┌─ THE INPUT

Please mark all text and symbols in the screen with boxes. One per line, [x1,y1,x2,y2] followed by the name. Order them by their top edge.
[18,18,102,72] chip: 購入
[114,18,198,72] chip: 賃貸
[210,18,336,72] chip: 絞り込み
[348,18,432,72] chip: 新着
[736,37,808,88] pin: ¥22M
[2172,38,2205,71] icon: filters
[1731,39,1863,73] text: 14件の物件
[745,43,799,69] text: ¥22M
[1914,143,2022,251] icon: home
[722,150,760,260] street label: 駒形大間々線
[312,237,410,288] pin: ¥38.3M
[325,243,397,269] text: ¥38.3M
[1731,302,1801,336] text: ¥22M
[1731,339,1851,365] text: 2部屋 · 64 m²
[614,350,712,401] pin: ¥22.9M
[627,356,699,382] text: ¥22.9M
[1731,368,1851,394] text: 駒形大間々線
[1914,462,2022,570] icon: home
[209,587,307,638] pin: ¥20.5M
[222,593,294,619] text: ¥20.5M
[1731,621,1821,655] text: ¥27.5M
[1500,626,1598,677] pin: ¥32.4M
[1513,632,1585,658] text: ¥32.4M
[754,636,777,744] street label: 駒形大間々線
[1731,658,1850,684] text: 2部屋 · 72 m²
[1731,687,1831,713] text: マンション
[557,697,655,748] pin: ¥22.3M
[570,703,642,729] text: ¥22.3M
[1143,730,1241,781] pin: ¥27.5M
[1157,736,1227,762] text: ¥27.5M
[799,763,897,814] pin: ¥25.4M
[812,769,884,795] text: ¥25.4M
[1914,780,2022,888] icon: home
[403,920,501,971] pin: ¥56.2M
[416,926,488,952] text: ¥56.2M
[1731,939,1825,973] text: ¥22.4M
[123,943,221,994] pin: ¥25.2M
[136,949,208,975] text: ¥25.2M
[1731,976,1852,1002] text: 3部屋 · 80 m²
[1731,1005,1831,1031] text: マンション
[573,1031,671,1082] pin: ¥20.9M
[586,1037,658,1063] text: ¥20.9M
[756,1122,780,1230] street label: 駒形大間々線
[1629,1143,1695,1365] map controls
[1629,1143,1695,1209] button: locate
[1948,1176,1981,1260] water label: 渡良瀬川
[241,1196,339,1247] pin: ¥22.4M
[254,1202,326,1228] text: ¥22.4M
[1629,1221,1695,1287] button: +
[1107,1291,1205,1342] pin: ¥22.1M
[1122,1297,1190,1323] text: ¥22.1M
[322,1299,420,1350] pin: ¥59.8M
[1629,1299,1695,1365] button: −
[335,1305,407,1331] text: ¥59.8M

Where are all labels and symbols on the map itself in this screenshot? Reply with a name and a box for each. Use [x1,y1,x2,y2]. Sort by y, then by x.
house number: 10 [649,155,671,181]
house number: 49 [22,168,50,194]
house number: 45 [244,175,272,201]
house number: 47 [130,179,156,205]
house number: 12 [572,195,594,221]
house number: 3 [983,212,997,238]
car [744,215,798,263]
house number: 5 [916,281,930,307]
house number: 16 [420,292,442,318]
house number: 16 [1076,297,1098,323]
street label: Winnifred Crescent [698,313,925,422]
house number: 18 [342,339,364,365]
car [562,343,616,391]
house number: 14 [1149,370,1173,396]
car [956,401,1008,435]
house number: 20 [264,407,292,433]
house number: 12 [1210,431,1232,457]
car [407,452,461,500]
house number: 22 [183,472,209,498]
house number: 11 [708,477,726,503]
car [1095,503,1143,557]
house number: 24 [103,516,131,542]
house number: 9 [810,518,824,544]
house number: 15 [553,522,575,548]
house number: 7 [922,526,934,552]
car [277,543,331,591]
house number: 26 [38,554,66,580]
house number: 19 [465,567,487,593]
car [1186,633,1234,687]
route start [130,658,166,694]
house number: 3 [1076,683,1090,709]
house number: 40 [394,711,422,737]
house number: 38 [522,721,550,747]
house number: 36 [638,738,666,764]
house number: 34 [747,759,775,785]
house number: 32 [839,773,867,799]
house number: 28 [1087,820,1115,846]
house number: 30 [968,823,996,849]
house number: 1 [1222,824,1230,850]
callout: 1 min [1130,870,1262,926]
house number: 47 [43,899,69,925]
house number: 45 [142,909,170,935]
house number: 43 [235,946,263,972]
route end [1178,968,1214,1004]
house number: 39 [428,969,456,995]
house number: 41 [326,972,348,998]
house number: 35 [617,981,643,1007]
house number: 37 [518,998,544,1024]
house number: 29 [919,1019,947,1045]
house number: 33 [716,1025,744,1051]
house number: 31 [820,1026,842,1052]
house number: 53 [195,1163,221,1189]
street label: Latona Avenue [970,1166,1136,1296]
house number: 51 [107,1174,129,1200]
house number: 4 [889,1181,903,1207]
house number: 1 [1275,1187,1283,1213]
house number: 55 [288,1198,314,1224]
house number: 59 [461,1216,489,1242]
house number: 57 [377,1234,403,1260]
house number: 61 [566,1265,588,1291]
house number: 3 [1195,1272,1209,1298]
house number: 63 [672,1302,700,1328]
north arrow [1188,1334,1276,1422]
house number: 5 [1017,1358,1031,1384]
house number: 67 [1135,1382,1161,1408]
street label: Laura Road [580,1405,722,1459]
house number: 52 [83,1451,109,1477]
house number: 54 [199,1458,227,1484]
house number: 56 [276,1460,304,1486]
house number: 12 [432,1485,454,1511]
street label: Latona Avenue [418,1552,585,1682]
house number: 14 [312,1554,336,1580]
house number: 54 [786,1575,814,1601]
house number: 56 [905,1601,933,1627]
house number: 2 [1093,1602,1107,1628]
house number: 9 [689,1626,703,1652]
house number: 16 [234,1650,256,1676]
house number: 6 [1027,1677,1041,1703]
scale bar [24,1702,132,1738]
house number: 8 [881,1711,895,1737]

└─

> _AIM OF THE EXERCISE_:
Look through the entries above. Extract each line with the word "route".

> _WRITTEN ANSWER_:
route start [130,658,166,694]
route end [1178,968,1214,1004]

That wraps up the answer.